__Problem to solve__.
Every line with "function" in it should be copied from the data.

__Study material__.
________________________
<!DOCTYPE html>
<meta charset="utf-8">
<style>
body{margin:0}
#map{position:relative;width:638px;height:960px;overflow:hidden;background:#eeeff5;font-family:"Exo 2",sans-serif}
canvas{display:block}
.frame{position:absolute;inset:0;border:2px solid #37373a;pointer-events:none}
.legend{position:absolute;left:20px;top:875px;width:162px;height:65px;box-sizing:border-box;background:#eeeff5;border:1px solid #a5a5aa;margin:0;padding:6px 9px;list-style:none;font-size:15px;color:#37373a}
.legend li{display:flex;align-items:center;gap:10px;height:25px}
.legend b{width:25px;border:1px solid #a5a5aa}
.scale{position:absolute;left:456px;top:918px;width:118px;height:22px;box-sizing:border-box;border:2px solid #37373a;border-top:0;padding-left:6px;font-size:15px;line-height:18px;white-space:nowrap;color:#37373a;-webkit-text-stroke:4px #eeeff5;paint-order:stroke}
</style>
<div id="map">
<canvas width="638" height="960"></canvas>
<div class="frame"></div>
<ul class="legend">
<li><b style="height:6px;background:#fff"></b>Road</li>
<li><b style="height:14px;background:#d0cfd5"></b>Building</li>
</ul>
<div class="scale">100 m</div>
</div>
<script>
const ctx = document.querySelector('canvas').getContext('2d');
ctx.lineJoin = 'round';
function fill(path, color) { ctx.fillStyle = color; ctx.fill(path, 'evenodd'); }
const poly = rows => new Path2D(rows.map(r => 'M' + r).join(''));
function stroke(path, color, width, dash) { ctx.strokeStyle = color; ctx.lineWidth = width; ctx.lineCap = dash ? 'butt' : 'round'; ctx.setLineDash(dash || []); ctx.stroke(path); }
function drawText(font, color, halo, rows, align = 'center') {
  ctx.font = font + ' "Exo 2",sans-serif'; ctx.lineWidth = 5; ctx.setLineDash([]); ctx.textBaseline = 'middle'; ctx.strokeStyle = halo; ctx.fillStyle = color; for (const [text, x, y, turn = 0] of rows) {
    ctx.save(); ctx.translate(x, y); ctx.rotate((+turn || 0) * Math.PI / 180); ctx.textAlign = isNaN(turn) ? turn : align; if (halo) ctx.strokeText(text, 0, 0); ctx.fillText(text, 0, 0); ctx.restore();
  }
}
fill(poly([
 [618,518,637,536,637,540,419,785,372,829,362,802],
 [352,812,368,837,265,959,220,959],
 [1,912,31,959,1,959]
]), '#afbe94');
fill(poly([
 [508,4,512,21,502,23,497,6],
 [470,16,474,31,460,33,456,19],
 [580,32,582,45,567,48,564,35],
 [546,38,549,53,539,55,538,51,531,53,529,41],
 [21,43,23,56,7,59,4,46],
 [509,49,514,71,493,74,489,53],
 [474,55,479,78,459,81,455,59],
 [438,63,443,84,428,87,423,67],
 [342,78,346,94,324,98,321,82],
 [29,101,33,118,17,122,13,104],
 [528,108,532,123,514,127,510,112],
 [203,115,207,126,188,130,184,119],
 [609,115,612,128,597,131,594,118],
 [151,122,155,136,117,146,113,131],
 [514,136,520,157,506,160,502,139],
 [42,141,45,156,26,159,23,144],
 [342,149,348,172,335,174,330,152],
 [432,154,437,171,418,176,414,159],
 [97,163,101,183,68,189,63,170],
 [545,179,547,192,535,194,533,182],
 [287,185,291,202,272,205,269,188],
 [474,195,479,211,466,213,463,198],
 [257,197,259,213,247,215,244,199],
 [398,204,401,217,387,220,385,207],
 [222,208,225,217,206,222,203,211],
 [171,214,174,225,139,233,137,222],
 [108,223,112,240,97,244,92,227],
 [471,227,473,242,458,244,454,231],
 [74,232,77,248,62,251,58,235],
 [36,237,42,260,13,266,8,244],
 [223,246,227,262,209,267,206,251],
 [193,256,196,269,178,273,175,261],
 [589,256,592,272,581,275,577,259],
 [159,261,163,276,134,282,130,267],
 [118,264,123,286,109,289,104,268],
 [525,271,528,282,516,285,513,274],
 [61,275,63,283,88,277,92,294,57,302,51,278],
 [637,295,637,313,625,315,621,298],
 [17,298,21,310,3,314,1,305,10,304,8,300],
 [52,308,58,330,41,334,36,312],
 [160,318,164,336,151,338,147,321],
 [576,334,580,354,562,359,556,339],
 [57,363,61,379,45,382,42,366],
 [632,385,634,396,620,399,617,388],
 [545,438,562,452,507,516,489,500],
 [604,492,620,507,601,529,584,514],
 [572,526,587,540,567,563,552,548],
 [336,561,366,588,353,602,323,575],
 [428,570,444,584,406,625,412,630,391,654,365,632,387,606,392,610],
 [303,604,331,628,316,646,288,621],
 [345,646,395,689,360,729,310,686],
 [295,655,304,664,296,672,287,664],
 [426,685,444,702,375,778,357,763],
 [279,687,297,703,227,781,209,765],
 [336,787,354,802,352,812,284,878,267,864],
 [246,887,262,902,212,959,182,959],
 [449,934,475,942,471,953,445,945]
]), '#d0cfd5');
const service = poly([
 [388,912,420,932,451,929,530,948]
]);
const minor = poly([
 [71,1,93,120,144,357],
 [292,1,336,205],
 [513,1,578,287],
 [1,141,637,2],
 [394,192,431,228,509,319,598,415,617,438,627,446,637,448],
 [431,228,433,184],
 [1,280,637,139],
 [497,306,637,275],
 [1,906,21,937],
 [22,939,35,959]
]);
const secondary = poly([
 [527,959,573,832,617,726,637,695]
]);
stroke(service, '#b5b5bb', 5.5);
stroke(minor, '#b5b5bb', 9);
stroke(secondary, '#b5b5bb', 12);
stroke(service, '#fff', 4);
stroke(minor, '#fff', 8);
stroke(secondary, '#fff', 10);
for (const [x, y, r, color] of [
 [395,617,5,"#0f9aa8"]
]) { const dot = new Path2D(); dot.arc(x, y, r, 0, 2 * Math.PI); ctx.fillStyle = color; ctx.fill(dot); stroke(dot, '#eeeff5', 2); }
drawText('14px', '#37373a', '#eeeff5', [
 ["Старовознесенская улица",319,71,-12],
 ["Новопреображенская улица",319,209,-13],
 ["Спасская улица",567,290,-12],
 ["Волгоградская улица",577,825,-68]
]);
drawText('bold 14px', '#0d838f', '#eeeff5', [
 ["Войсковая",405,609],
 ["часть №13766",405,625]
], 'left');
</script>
________________________
__Your solution__.
function fill(path, color) { ctx.fillStyle = color; ctx.fill(path, 'evenodd'); }
function stroke(path, color, width, dash) { ctx.strokeStyle = color; ctx.lineWidth = width; ctx.lineCap = dash ? 'butt' : 'round'; ctx.setLineDash(dash || []); ctx.stroke(path); }
function drawText(font, color, halo, rows, align = 'center') {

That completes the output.